Nation state hacking goes both ways. In 2009-2010, the US and Israel together coordinated Stuxnet, a piece of malware that was launched against Iranian nuclear centrifuges. Russia in December of 2016 used Industroyer, aka Crash Override, malware against Ukraine, causing a blackout. Two years ago in 2017, Triton (aka Trisis) struck a Saudi Arabian oil refinery. The intent behind this attack particularly aimed at causing personal harm to people along with disrupting operations in the plants.

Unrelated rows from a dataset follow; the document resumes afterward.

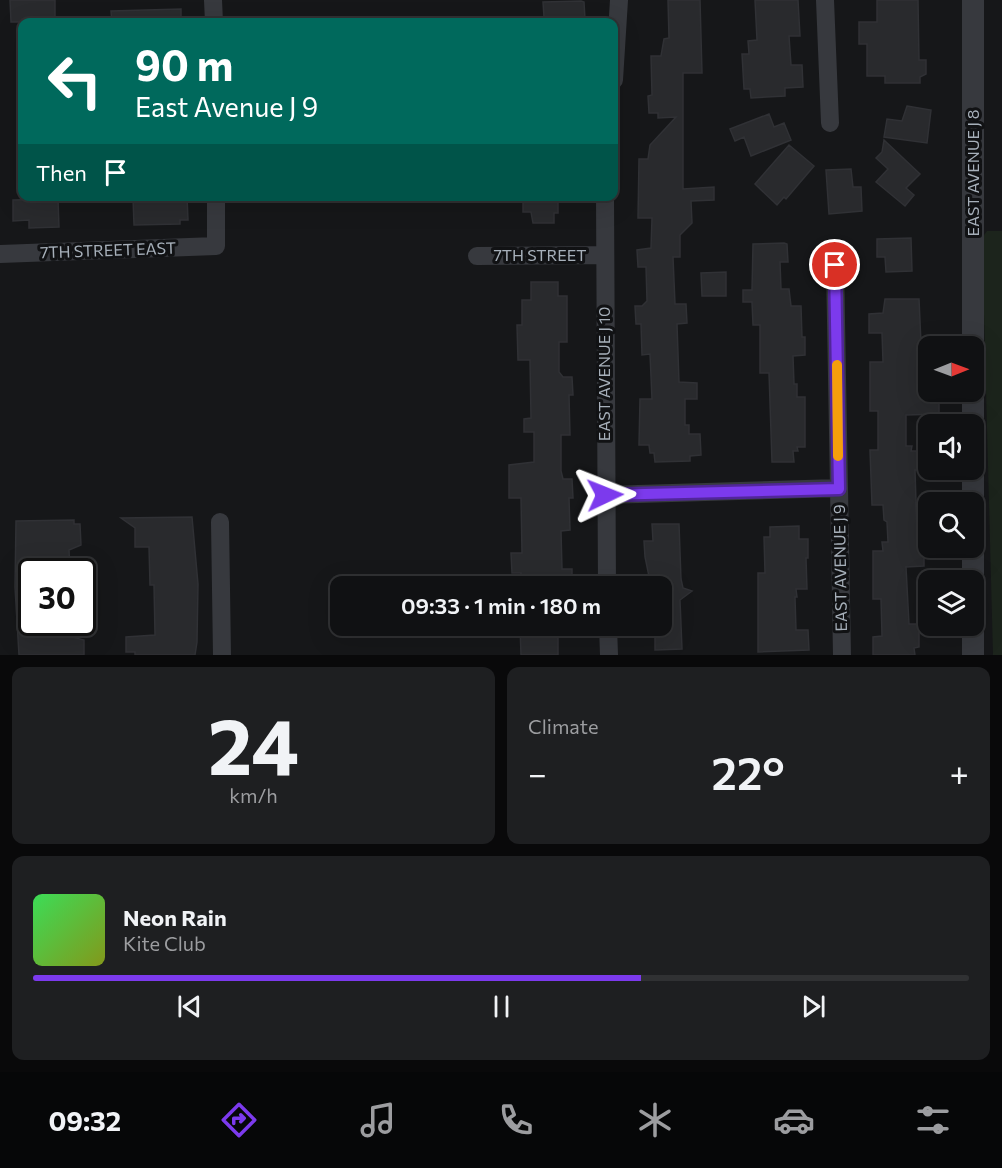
<!DOCTYPE html>
<html lang="en">
<head>
<meta charset="utf-8">
<style>
  body { margin:0; font-family:Commissioner,sans-serif; background:#1e1f21; color:#f1f3f6; height:100vh; display:flex; flex-direction:column; font-size:22px; white-space:nowrap }
  * { box-sizing:border-box; margin:0 }
  p { font-size:20px; color:#9c9da0 }
  .icon { flex:none; width:33px; height:33px; fill:none; stroke:currentColor; stroke-width:2; stroke-linecap:round; stroke-linejoin:round }
  .map { position:relative; height:655px; overflow:hidden }
  .side { display:flex; flex-direction:column; gap:12px; padding:12px; background:#09090a; flex:1 }
  .side>* { flex:none }
  .hud { position:absolute; left:18px; top:18px; width:600px; height:183px; border-radius:12px; box-shadow:0 6px 24px #0002,0 0 0 2px #303133; background:#00695c; color:#fff; overflow:hidden }
  .needle { width:39px; rotate:89deg }
  .fabs { position:absolute; left:918px; top:336px; display:grid; gap:12px }
  .fabs a { display:grid; place-items:center; width:66px; height:66px; border-radius:12px; background:#101113; box-shadow:0 6px 24px #0002,0 0 0 2px #303133; font-size:30px }
  .speed { position:absolute; left:18px; top:558px; display:flex; gap:12px; font-size:30px; font-weight:700; text-align:center }
  .speed>* { display:grid; place-content:center; width:78px; height:78px; border-radius:50%; background:#101113; box-shadow:0 6px 24px #0002,0 0 0 2px #303133; line-height:1 }
  .speed .limit { border:3px solid #111; border-radius:9px; background:#fff; color:#111 }
  .pin { position:absolute; display:grid; place-items:center; width:51px; height:51px; color:#fff; margin:-26px; border:3px solid #fff; border-radius:50%; box-shadow:0 2px 6px #0007 }
  .me { position:absolute; width:66px; margin:-33px; rotate:88deg; stroke-linejoin:round; filter:drop-shadow(0 0 4px #0008) }
  .turn { display:flex; align-items:center; gap:21px; height:126px; padding:0 18px; font-size:27px }
  .turn .icon { width:78px; height:78px; stroke-width:2.5 }
  .turn b { display:block; font-size:42px; line-height:51px }
  .then { display:flex; align-items:center; height:57px; padding:0 18px; background:#0003; gap:12px; font-size:22px }
  .big { font-size:45px; font-weight:600; line-height:1.1 }
  .side .widget { flex:1; display:flex; flex-direction:column; justify-content:center; gap:9px; min-width:0; padding:0 21px; border-radius:12px; background:#1e1f21 }
  .side .dial { align-items:center; gap:0 }
  .dial b { font-size:78px; line-height:1 }
  .song { display:flex; align-items:center; gap:18px }
  .cover { width:72px; height:72px; border-radius:9px; background:linear-gradient(135deg,hsl(130 70% 55%),hsl(70 70% 35%)) }
  .played { height:6px; border-radius:3px; background:linear-gradient(90deg,#7c3aed 65%,#303133 65%) }
  .keys { display:flex; justify-content:space-around; direction:ltr }
  .heat { display:flex; justify-content:space-between; align-items:center; font-size:33px; direction:ltr }
  .side .tiles { flex:1; display:grid; gap:12px; grid-template-columns:1fr 1fr }
  .widget:last-child { grid-column:span 2 }
  .trip { position:absolute; left:330px; top:576px; width:342px; height:60px; border-radius:12px; background:#101113; box-shadow:0 6px 24px #0002,0 0 0 2px #303133; font-weight:600; line-height:60px; text-align:center }
  .tab-bar { display:flex; height:96px; justify-content:space-around; align-items:center; background:#060708; color:#9c9da0 }
  .tab-bar .icon { width:42px; height:42px }
  .tab-bar .active { color:#7c3aed }
  .tab-bar b { font-size:27px; color:#f1f3f6 }
  .map>svg:first-child { display:block }
  .green { fill:#1c241c }
  .building { fill:#292a2d; stroke:#303135; stroke-width:1.5 }
  .lines { fill:none; stroke-linecap:round; stroke-linejoin:round }
  .minor { stroke:#37393e; stroke-width:18 }
  .tertiary { stroke:#37393e; stroke-width:22 }
  .route-casing { stroke:#51269a; stroke-width:15 }
  .route { stroke:#7c3aed; stroke-width:10 }
  .slow { stroke:#f59e0b; stroke-width:10 }
  .labels { text-anchor:middle; stroke-width:6; stroke-linejoin:round; paint-order:stroke }
  .street-label { font-size:16px; fill:#a7b0ba; stroke:#111214 }
</style>
</head>
<body>
<div class="map">
<svg width="1002" height="655" viewBox="0 0 1002 655">
  <rect width="100%" height="100%" fill="#161719"/>
  <path class="green" d="M987,231H1002V655H993L982,238Z"/>
  <path class="building" d="M10,0H55V22H11Z
    M668,0H700L702,73H683V189L714,187V200L691,201L692,223L680,235V257H673L675,304H686L687,323L677,324L679,382L697,383V399H685V425H689V434H700L701,455L690,456V461L655,462L654,453H650L649,445H639L640,399H652L650,354L642,355L641,324H636L635,306H642L647,301L646,267H638L637,250L651,248L652,218H638L639,159H648L650,145L676,117L658,118V113H649L648,96L652,95L651,56H661L664,39L669,38Z
    M755,0H798L800,36H789L791,65H802L803,87L785,88V96L751,98L750,89H744L742,54H749L748,41L757,40Z
    M877,0H918L919,60H926V74L920,77V83H885V76H867V44H859V22H877Z
    M581,1L584,2L585,19H576V22H548V17H544L543,2Z
    M181,9V22H112L111,11Z
    M907,106L931,110L927,143L884,137L887,119L902,121Z
    M769,114L774,127L784,123L791,140L751,156L744,137L735,141L730,129Z
    M884,140L920,174L906,188L914,195L905,206L876,182L888,169L876,158L882,152Z
    M789,145L814,166L786,199L784,197L777,205L755,184Z
    M851,169L853,187H861L862,211L829,214L826,170Z
    M187,196L188,220H180V224L134,225L133,198Z
    M523,196H558V213H554V223H533L531,212H523Z
    M58,199L59,227L29,228V220L13,221V200Z
    M911,238L912,271L886,272L885,257H877V239Z
    M784,243L787,244L788,262H780L781,289H789L791,306H801L802,337H805V355L793,356L794,384H797V397H805V447H797L798,451H793L794,462H772L769,373H760V325H753L752,302H743V290H752L753,244Z
    M726,272V296H702L701,273Z
    M531,282H558V296H567V342H559V372L563,377H572L573,395H569L570,435H561V471L563,479H572L573,498H569L570,530L561,531L562,569H572V586H521V573H512L511,553H522L521,498H509V465L534,462V432H524V419L531,418L530,360H518L517,325H522V300H531Z
    M885,299H919L923,388L939,392V414L906,415V446H912L911,451H917V458L928,459V470H942H915L917,535H924V566L906,567L909,624H919V647L914,648L915,655H873V637L882,636L881,599H873V551H883L882,542H888L887,522L884,520L883,505H872L870,450H878V411H870V362H883L882,333H869V314L883,313Z
    M192,517L198,584L197,642L195,655H135V652H126V637L155,635L154,585H150L149,547H135V528L121,518Z
    M74,520V524H80L81,545L69,550L70,572H32V622H68V636L84,640V655H19L15,587L16,521Z
    M652,524H679L681,579L683,588L692,591L680,600L682,649L655,650V626H662V586H651L645,557L644,541H653Z
    M799,526V539H808V558H806L807,589H796L797,597H795L796,630H808L809,650L758,652V573H765L764,537H770V527Z
    M520,626H558V655H521Z"/>
  <g class="lines">
    <path class="minor" d="M213,0L214,22
      M825,0L830,123
      M614,80L619,0
      M605,196L607,586
      M0,254L216,246V196
      M477,256L603,255
      M835,265L842,655
      M605,495L839,488
      M220,522L222,655
      M608,626L609,655"/>
    <path class="tertiary" d="M973,346V0
      M973,424V392
      M973,502V470
      M973,580V548
      M973,655V626"/>
  </g>
  <g class="lines">
    <g class="route-casing">
      <path id="route" d="M605,495L839,489L835,265"/>
    </g>
    <use href="#route" class="route"/>
    <path class="slow" d="M837,365L838,456"/>
  </g>
  <g class="labels">
    <g class="street-label">
      <text transform="translate(973 173) rotate(-90)" y="6">EAST AVENUE J 8</text>
      <text transform="translate(108 250) rotate(-2)" y="6">7TH STREET EAST</text>
      <text x="540" y="261">7TH STREET</text>
      <text transform="translate(604 374) rotate(-90)" y="6">EAST AVENUE J 10</text>
      <text transform="translate(840 568) rotate(-91)" y="6">EAST AVENUE J 9</text>
    </g>
  </g>
</svg>
<div class="fabs">
<a><svg class="needle" viewBox="-14 -14 28 28"><path d="M0-13l5 13h-10z" fill="#e53935"/><path d="M0 13l5-13h-10z" fill="#9c9da0"/></svg></a>
<a><svg class="icon" aria-label="sound" viewBox="0 0 24 24"><path d="M4 9h4l5-4v14l-5-4H4zM17 9q2 3 0 6"/></svg></a>
<a><svg class="icon" aria-label="search" viewBox="0 0 24 24"><circle cx="10" cy="10" r="6"/><path d="M15 15l6 6"/></svg></a>
<a><svg class="icon" aria-label="layers" viewBox="0 0 24 24"><path d="M12 4l9 5-9 5-9-5zM3 14l9 5 9-5"/></svg></a>
</div>
<div class="speed"><div class="limit">30</div></div>
<div class="pin" style="left:835px;top:265px;background:#d93025"><svg class="icon" aria-label="arrive" viewBox="0 0 24 24"><path d="M6 21V4h12l-3 4 3 4H6"/></svg></div>
<svg class="me" style="left:605px;top:495px" viewBox="-20 -20 40 40"><path d="M0-17L14 15 0 8-14 15z" fill="#7c3aed" stroke="#fff" stroke-width="4"/></svg>
<div class="trip">09:33 · 1 min · 180 m</div>
<div class="hud">
<div class="turn"><svg class="icon" aria-label="left" viewBox="0 0 24 24"><path d="M17 20v-9H6M10 6l-5 5 5 5"/></svg><div><b>90 m</b>East Avenue J 9</div></div>
<div class="then">Then<svg class="icon" aria-label="arrive" viewBox="0 0 24 24"><path d="M6 21V4h12l-3 4 3 4H6"/></svg></div>
</div>
</div>
<section class="side">
<div class="tiles">
<div class="widget dial"><b>24</b><p>km/h</p></div>
<div class="widget"><p>Climate</p>
<div class="heat"><a>−</a><b class="big">22°</b><a>+</a></div>
</div>
<div class="widget">
<div class="song"><i class="cover"></i><div><b>Neon Rain</b><p>Kite Club</p></div></div>
<div class="played"></div>
<div class="keys"><svg class="icon" aria-label="previous" viewBox="0 0 24 24"><path d="M18 5L8 12l10 7zM5 5v14"/></svg><svg class="icon" aria-label="pause" viewBox="0 0 24 24"><path d="M8 5v14M16 5v14"/></svg><svg class="icon" aria-label="next" viewBox="0 0 24 24"><path d="M6 5l10 7-10 7zM19 5v14"/></svg></div>
</div>
</div>
</section>
<nav class="tab-bar">
<b>09:32</b>
<svg class="icon active" aria-label="directions" viewBox="0 0 24 24"><path d="M12 3l9 9-9 9-9-9zM9 14v-3h6M13 9l2 2-2 2"/></svg>
<svg class="icon" aria-label="music" viewBox="0 0 24 24"><path d="M9 18V5l10-2v13"/><circle cx="6" cy="18" r="3"/><circle cx="16" cy="16" r="3"/></svg>
<svg class="icon" aria-label="phone" viewBox="0 0 24 24"><path d="M5 4h4l2 5-3 2q2 4 5 5l2-3 5 2v4C11 20 4 13 5 4z"/></svg>
<svg class="icon" aria-label="climate" viewBox="0 0 24 24"><path d="M12 3v18M4 7l16 10M4 17L20 7"/></svg>
<svg class="icon" aria-label="car" viewBox="0 0 24 24"><path d="M5 17H2v-5l4-1 3-4h7l3 4 3 1v5h-3M9 17h6M6 11h13"/><circle cx="7" cy="17" r="2"/><circle cx="17" cy="17" r="2"/></svg>
<svg class="icon" aria-label="filters" viewBox="0 0 24 24"><path d="M4 7h16M4 17h16"/><circle cx="9" cy="7" r="2"/><circle cx="15" cy="17" r="2"/></svg>
</nav>
</body>
</html>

To date, Iran hasn’t been identified as a party behind these ICS attacks, but indicators reveal they could be leading up to such an action. Far more common than these destructive attacks is espionage. Most nation states are engaged in cyberspying on a regular basis. Perhaps reconnaissance is Iran’s goal instead of something more destructive, but once hackers invade a system to spy, it doesn’t require much more to launch a damaging attack.
Virsec Co-Founder and COO Ray DeMeo Reflects on Threats to ICS
“There’s a common misconception that OT systems are less vulnerable to attack that IT systems. It’s not necessary to hack physical equipment to cause disruption or damage to industrial equipment. The control system (SCADA and others) are largely run on conventional Windows machines and vulnerable to a wide range of external, supply chain and insider attacks. We’ve seen repeatedly, with attacks from Stuxnet to Triton/Trisis, that fileless, and in-memory attacks can take hijack the control systems, and then easily bring down physical industrial equipment. The ICS industry needs a serious wakeup call to take these threats more seriously, and rapidly implement stronger security across their entire IT/OT stacks.”